Monday, January 22, 2018

Globophobia part 2: God Didn't Help

Photo of a mountain. Image text: "If you have faith as small as a mustard seed, you can say to this mountain, 'Move from here to there,' and it will move. NIV Matthew 17:20." Image source.
[content note: this is a post about the intersection of autism/phobias/mental health with the Christian teaching of "dying to self"]

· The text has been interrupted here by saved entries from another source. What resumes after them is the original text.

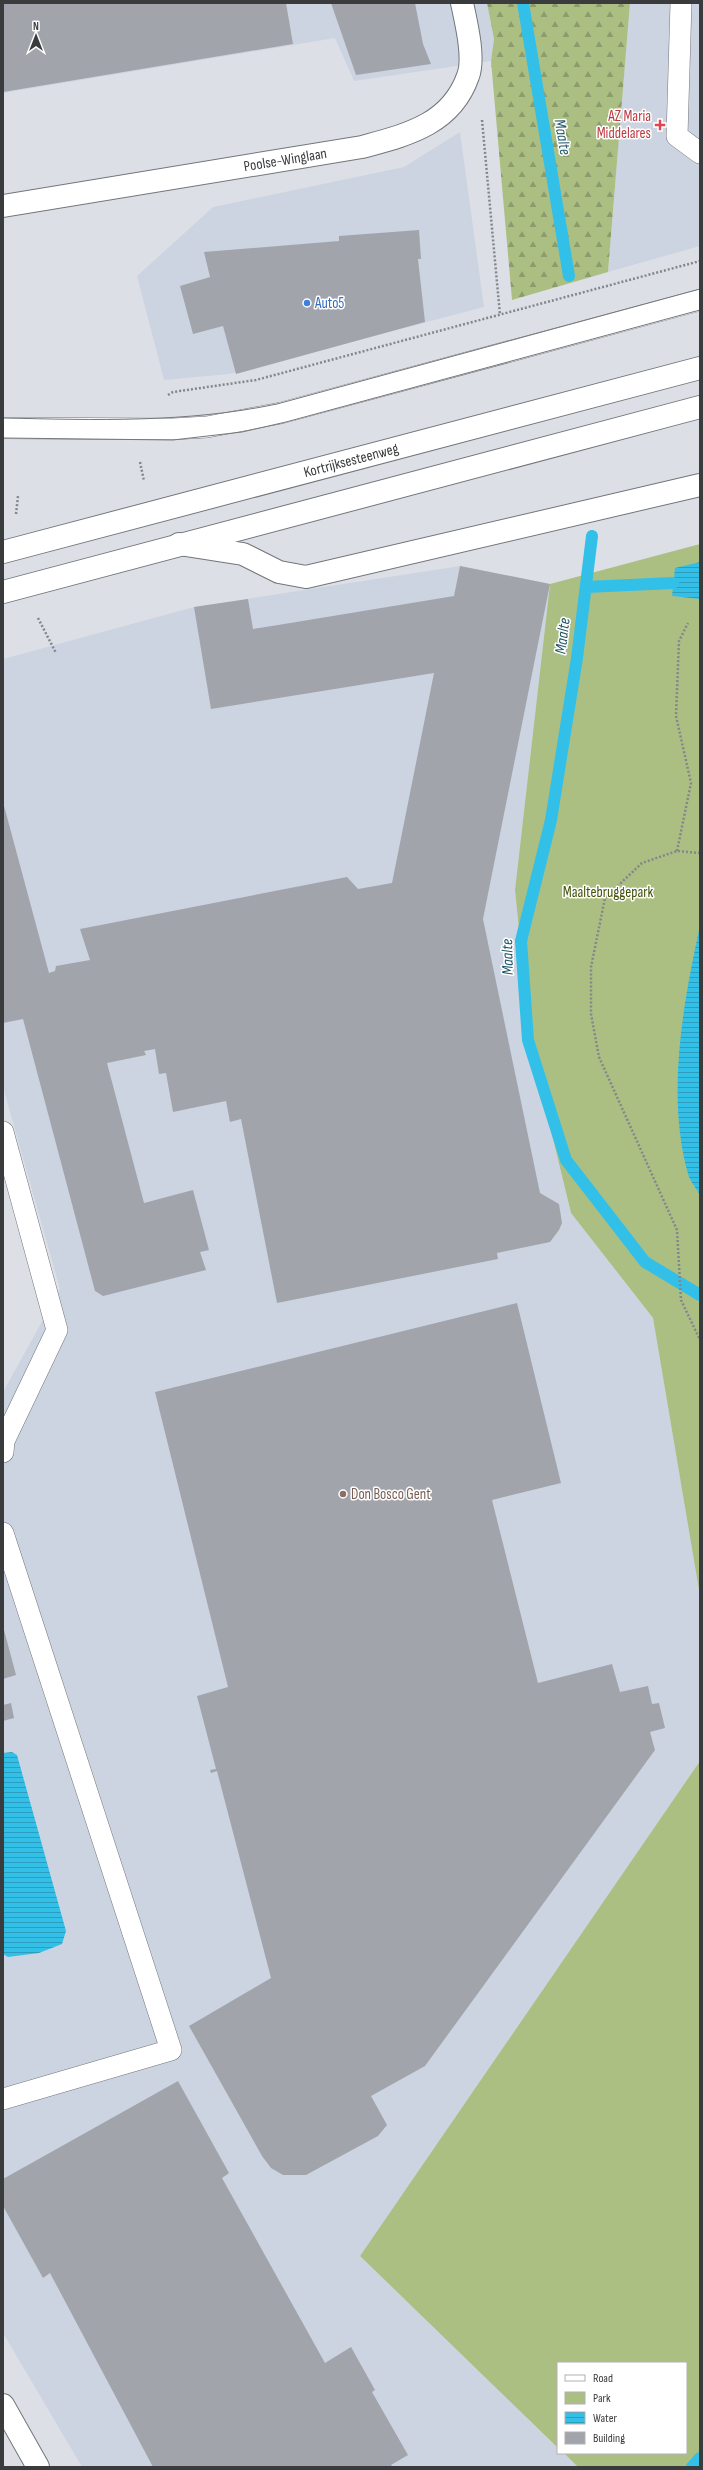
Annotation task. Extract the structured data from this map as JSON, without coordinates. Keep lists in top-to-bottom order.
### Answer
{
  "streets": {
    "main road": ["Poolse-Winglaan", "Kortrijksesteenweg"]
  },
  "water": ["Maalte"],
  "parks": ["Maaltebruggepark"],
  "places": {
    "health": ["AZ Maria Middelares"],
    "other": ["Auto5", "Don Bosco Gent"]
  },
  "legend": [
    "Road",
    "Park",
    "Water",
    "Building"
  ],
  "north": "top"
}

"From my point of view, telling someone "I'm afraid of balloons" made as much sense as saying "I don't like it when people kick me." Like, isn't that obvious? If you really believe that it's something you need to actually say out loud, that means you accept that your preference not to be kicked is something unusual. As a little kid, I refused to accept that. On some level, even though I didn't have the words for it, I truly believed my reactions were right, completely justified and reasonable based on the incredible pain caused by a balloon pop. (And please note: I was right, even though none of the adults understood.)"
(from last week's post, Globophobia)

I was right. When I was a little kid, I knew I was right- I stubbornly refused to believe that I was the weird one for reacting the way I did to balloons. The sound is overwhelmingly scary and bad, and I am the only one whose reaction makes any sense.

What I didn't know was that other people are actually hearing the sound in a different way than I was. But I was right about myself, when none of the adults were.

So this is the story of how I accepted that I was wrong about myself.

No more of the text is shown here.